Most global funds including the Norway Pension Fund following what is known as market value based indexing meaning the weightage of various stocks within the index keeps changing based on the stock performance of the company. Outperformer stocks see their weightage going up while stocks that don’t do well see their weightage reduced. Even Indian benchmark indices such as Nifty and Sensex follow similar methodology. Sometimes, there are manual interventions in the index such as adding or removing a company from the portfolio. Like last month, Norges Bank had dropped Adani green energy from its portfolio due to ongoing SEC investigation.
"The fund is invested globally according to a reference index set by the Norwegian Ministry of Finance, which uses the FTSE Global All Cap index as a starting point. We do not comment on the outlook for specific markets." said a spokesperson of Norges Bank Investment Authority in response to Moneycontrol queries.
Market experts say India may continue to lose weightage in the Norway pension fund in the near term as Indian market continues to underperform compared to other emerging economies.
“Given the current global uncertainty, many large global funds are adopting a defensive strategy by reducing their equity exposure and increasing their cash positions. This is a common approach among long-only funds during periods of heightened geopolitical tensions.” Said Kranthi Bathini, director of equity strategy at WealthMills Securities. “When the market starts seeing a revival in corporate earnings, that could also encourage long-only investors to shift capital back from cash or debt instruments into equities over the longer term.”

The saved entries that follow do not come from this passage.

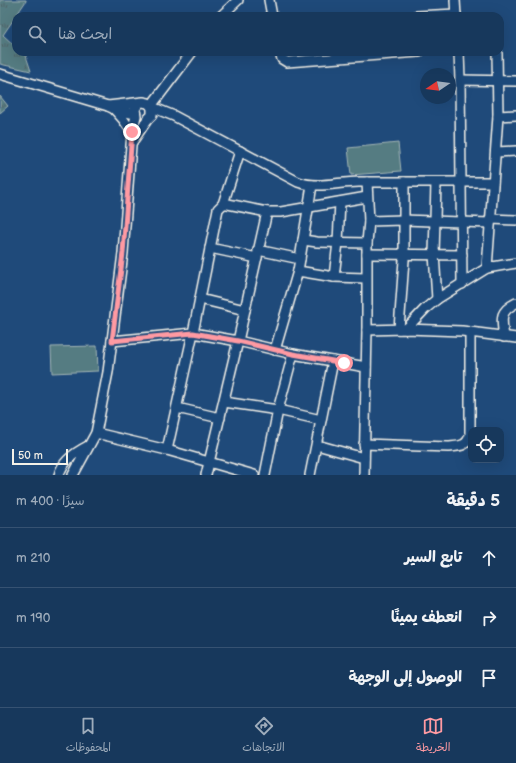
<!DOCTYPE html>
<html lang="ar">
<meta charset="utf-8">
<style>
body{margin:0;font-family:"Balsamiq Sans","Playpen Sans Arabic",sans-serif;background:#203f62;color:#f1f3f6;direction:rtl}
.controls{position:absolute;right:12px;bottom:12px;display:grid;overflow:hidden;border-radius:8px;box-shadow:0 4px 16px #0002}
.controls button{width:36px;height:36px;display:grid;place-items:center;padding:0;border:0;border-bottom:1px solid #365272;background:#17385c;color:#f1f3f6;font:20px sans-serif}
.compass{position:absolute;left:420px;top:68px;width:36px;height:36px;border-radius:50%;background:#17385c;box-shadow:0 4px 16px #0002;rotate:257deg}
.scale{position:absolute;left:12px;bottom:10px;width:56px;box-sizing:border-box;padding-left:4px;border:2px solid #f4f1e8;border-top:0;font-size:11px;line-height:14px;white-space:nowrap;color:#f4f1e8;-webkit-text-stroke:3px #1f4a7a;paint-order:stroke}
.stop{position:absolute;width:12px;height:12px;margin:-9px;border:3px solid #ff9aa2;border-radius:50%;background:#fff}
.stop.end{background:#ff9aa2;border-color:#fff;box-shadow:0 1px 4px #0008}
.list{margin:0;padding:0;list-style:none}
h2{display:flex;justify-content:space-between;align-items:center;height:52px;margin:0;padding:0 16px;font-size:17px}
h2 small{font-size:13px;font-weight:400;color:#9eacbb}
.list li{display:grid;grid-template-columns:26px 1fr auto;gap:12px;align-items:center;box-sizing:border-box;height:60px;padding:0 16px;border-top:1px solid #365272}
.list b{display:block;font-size:15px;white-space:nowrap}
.list em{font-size:13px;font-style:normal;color:#9eacbb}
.icon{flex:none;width:22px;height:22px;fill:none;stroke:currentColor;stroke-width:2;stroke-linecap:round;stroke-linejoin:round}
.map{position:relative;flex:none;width:516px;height:475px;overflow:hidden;direction:ltr}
.search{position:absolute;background:#17385c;box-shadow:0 4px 16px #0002;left:12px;right:12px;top:12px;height:44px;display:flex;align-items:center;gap:10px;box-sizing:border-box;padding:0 14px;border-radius:12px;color:#9eacbb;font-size:15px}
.sheet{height:232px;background:#17385c}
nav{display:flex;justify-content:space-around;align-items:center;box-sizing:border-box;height:56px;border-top:1px solid #365272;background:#17385c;font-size:11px;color:#9eacbb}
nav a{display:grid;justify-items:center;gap:2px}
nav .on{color:#ff9aa2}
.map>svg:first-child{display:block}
.grass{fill:url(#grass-tufts);stroke:#a4b6b5}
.pitch{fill:#557b82;stroke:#a4b6b5}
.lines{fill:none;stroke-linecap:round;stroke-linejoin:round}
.minor-casing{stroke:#f4f1e8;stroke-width:12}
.minor{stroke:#1f4a7a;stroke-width:9}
.route{stroke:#ff9aa2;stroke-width:5}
</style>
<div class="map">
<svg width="516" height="475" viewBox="0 0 516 475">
<defs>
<pattern id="grass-tufts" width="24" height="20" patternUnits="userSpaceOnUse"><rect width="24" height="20" fill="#557b82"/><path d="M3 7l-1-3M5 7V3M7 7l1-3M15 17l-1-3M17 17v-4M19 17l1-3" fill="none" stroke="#506467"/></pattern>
</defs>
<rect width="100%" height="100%" fill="#1f4a7a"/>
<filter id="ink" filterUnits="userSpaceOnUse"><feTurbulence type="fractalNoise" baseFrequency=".025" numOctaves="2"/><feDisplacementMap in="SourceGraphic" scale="8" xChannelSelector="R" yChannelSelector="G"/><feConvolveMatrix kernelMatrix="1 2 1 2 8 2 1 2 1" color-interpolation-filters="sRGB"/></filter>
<g filter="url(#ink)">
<g class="grass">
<path d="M0,0H26V1L3,35L16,47V52H22L26,56L31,71L0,64Z"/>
<path d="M0,96L8,106L0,113Z"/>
</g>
<g class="pitch">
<path d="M398,143L401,171L351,175L348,148Z"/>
<path d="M97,346L98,371L52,373L51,347Z"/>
</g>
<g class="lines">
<defs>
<g id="minor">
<path d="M269,0L272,16"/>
<path d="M455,0L456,16"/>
<path d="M221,16L238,0"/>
<path d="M416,16L456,14"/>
<path d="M280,52L282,59L287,62L419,52"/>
<path d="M459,52L460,80L462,284"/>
<path d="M0,74L108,106L114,109L135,114"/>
<path d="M460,80L516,81"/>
<path d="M108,106L143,102L148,103L152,107L174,116L298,182C318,189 338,182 359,182C404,182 449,182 493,182"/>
<path d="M151,106L192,52"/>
<path d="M115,110L123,119L132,132"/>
<path d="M498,116L516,115"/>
<path d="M132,142L147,120L152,115V107"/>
<path d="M496,152L516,151"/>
<path d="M436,183L434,254L437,299"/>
<path d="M223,204L240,151"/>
<path d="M490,219L516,220"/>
<path d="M369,221L403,220L490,223"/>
<path d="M303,240L317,242L367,243"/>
<path d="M210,248L257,258"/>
<path d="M258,250L300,259"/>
<path d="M367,254L462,255"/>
<path d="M487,268L498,116L497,52"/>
<path d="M298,271L334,277L366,278"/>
<path d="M334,277L338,242L340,202"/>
<path d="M200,299L245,310"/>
<path d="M399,329L404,260V182"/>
<path d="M406,329L425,309L437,299L487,268L516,263"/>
<path d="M367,330L406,329L462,331L516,338"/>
<path d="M504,337C502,320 498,312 516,303"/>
<path d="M112,341L193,333L238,341L293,354L366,367"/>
<path d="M275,350L298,271L312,185"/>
<path d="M224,402L278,410L321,420"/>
<path d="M177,408L220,418"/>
<path d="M96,433L167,450L254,475"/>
<path d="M364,444L448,447C459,446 467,447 470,435V332"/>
<path d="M317,445L364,458"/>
<path d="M167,450L193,333L218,209L223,204H228L267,212H281L367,197"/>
<path d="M59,475C62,462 76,452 88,446"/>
<path d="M73,475L96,433L108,372L123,253L132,132L136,116L135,109L139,103"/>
<path d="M206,475L238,341L267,212"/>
<path d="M265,475L278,410L293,354"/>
<path d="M310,475L333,361"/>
<path d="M364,475L367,330V243L369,221L367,182"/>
</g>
</defs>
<use href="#minor" class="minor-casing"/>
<use href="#minor" class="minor"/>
</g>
</g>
<g class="lines" filter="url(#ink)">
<path class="route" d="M132,132L123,253L112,341L193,333L238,341L293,354L344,363"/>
</g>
</svg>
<div class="controls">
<button><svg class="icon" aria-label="locate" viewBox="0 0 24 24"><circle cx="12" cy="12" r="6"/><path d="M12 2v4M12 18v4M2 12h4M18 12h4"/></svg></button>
</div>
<svg class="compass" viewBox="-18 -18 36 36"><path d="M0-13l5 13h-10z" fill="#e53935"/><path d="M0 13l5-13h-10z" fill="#9eacbb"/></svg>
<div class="scale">50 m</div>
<div class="stop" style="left:344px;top:363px"></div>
<div class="stop end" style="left:132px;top:132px"></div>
<div class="search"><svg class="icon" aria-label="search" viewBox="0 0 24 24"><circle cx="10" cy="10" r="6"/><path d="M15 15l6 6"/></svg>ابحث هنا</div>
</div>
<section class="sheet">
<h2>5 دقيقة<small>سيرًا · 400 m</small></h2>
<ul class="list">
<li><svg class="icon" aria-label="ahead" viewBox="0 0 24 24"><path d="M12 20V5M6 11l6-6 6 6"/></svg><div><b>تابع السير</b></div><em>210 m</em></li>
<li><svg class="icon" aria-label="right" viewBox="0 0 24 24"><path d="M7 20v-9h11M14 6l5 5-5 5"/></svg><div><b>انعطف يمينًا</b></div><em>190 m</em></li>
<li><svg class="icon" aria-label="arrive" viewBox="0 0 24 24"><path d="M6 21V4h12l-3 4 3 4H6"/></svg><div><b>الوصول إلى الوجهة</b></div></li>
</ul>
</section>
<nav>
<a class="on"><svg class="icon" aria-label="map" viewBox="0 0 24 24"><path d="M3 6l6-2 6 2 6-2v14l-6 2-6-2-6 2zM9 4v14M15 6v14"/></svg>الخريطة</a>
<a><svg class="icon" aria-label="directions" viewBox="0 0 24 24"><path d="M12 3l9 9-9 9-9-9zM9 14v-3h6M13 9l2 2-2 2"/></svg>الاتجاهات</a>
<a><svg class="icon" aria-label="saved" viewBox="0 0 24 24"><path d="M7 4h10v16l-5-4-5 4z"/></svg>المحفوظات</a>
</nav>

Taiwan was the best performing market within Norges portfolio with 37% dollar returns followed by Canada with 33% returns, data showed.
In the three year period between 2021 and 2024, the India portfolio of Norges Bank doubled in value to reach $36 billion. However, as of December 31,2025 the value of India portfolio of Norges Bank fell to $31.4 billion, data showed.
Until 2019, Norges Bank was investing around 20-30% of its total India investments in fixed income instruments, but over the years the fund has increasingly focused on equity and currently debt comprises of less than 5% of its portfolio.